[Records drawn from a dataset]

----------------

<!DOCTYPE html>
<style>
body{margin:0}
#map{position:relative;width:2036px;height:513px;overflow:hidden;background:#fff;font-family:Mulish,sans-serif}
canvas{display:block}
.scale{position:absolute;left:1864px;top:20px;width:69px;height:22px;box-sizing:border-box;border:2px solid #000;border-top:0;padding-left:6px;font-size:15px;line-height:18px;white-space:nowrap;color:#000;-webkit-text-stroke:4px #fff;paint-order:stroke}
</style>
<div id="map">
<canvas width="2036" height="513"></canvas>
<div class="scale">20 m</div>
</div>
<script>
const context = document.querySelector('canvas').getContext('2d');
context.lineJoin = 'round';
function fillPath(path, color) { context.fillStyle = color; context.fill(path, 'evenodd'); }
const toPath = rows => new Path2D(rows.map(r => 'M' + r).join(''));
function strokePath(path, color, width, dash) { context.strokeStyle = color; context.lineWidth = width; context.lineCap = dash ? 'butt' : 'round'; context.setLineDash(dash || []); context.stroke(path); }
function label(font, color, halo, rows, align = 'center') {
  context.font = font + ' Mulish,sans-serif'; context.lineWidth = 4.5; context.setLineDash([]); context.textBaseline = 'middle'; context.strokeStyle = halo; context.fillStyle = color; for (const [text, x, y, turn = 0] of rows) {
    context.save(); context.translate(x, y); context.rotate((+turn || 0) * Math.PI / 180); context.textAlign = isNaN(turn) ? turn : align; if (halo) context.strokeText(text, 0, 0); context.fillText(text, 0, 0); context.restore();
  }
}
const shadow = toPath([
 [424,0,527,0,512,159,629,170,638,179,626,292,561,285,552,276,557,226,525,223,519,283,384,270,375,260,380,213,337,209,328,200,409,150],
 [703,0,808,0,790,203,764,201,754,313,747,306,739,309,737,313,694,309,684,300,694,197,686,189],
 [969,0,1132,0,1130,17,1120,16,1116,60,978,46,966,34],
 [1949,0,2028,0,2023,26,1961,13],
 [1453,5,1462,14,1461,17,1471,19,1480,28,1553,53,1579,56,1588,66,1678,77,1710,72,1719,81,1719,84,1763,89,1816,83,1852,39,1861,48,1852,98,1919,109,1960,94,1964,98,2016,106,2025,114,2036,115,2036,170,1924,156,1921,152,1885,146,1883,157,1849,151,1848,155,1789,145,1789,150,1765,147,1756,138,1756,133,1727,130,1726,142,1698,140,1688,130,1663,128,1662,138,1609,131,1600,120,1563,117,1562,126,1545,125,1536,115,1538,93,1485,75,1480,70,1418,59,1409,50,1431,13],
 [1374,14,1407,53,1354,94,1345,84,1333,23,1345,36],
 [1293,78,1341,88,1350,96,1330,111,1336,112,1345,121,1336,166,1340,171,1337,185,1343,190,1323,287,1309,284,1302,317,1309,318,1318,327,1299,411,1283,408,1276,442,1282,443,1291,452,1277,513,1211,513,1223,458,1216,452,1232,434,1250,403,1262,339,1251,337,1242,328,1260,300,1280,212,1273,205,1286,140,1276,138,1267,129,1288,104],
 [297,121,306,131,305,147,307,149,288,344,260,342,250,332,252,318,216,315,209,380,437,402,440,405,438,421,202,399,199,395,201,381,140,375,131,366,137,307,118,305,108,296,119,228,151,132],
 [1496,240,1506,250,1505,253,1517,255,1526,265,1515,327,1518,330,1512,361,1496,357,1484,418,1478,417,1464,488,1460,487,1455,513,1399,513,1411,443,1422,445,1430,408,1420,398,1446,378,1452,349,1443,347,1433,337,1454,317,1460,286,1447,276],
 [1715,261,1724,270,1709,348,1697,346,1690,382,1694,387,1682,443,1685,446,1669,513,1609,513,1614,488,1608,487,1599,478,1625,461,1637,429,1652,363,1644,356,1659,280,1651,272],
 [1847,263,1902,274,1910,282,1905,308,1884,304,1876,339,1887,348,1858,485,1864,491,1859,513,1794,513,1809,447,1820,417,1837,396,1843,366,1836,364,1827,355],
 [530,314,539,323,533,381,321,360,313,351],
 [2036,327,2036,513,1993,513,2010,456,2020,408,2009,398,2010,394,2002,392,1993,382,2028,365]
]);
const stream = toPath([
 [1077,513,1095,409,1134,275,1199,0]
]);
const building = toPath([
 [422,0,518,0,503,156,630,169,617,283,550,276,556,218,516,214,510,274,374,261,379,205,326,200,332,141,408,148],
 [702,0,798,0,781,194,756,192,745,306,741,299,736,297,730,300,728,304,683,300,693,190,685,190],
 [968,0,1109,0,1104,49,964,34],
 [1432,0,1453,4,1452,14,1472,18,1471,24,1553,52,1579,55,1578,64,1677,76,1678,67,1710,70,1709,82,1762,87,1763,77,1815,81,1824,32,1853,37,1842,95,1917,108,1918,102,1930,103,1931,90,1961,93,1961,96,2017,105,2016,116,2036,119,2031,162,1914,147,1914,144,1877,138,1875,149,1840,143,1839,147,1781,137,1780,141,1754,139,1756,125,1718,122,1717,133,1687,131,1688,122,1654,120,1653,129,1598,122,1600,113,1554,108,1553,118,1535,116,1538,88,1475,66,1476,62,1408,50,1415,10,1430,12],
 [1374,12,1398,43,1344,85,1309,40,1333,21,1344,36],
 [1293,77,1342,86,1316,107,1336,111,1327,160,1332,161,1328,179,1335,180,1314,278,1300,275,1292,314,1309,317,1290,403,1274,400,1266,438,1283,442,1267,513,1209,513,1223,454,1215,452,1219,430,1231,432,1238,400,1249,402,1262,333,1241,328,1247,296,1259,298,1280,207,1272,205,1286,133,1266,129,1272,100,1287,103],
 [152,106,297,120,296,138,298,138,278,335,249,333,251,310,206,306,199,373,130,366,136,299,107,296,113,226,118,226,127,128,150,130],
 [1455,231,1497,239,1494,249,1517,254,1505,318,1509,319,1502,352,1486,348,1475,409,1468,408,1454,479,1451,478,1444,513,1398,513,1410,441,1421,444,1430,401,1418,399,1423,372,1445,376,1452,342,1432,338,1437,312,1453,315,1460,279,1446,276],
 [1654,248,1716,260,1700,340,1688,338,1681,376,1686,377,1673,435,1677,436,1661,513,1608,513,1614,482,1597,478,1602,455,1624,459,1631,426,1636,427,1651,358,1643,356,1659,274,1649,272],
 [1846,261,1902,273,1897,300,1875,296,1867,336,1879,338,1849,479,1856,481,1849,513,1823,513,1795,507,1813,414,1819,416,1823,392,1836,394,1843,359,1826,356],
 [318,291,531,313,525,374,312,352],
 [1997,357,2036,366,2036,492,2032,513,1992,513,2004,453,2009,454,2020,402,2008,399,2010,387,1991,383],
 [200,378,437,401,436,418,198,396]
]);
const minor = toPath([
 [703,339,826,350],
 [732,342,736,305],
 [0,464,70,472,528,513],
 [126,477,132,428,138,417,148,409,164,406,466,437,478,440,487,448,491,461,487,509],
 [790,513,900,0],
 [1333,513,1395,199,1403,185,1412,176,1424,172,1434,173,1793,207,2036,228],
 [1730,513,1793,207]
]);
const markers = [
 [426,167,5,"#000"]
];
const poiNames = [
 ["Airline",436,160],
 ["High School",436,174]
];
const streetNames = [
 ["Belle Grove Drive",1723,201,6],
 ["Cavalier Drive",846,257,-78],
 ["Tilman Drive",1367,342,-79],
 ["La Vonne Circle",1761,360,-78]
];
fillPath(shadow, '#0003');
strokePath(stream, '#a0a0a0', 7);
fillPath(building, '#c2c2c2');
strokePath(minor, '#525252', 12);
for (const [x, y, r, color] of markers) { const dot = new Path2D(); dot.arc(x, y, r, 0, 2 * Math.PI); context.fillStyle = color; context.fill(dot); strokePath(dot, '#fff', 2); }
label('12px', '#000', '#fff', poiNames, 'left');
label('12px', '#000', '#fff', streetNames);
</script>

----------------

Look through the data above. Find each line with the string "function" and copy it.

_WRITTEN ANSWER_.
function fillPath(path, color) { context.fillStyle = color; context.fill(path, 'evenodd'); }
function strokePath(path, color, width, dash) { context.strokeStyle = color; context.lineWidth = width; context.lineCap = dash ? 'butt' : 'round'; context.setLineDash(dash || []); context.stroke(path); }
function label(font, color, halo, rows, align = 'center') {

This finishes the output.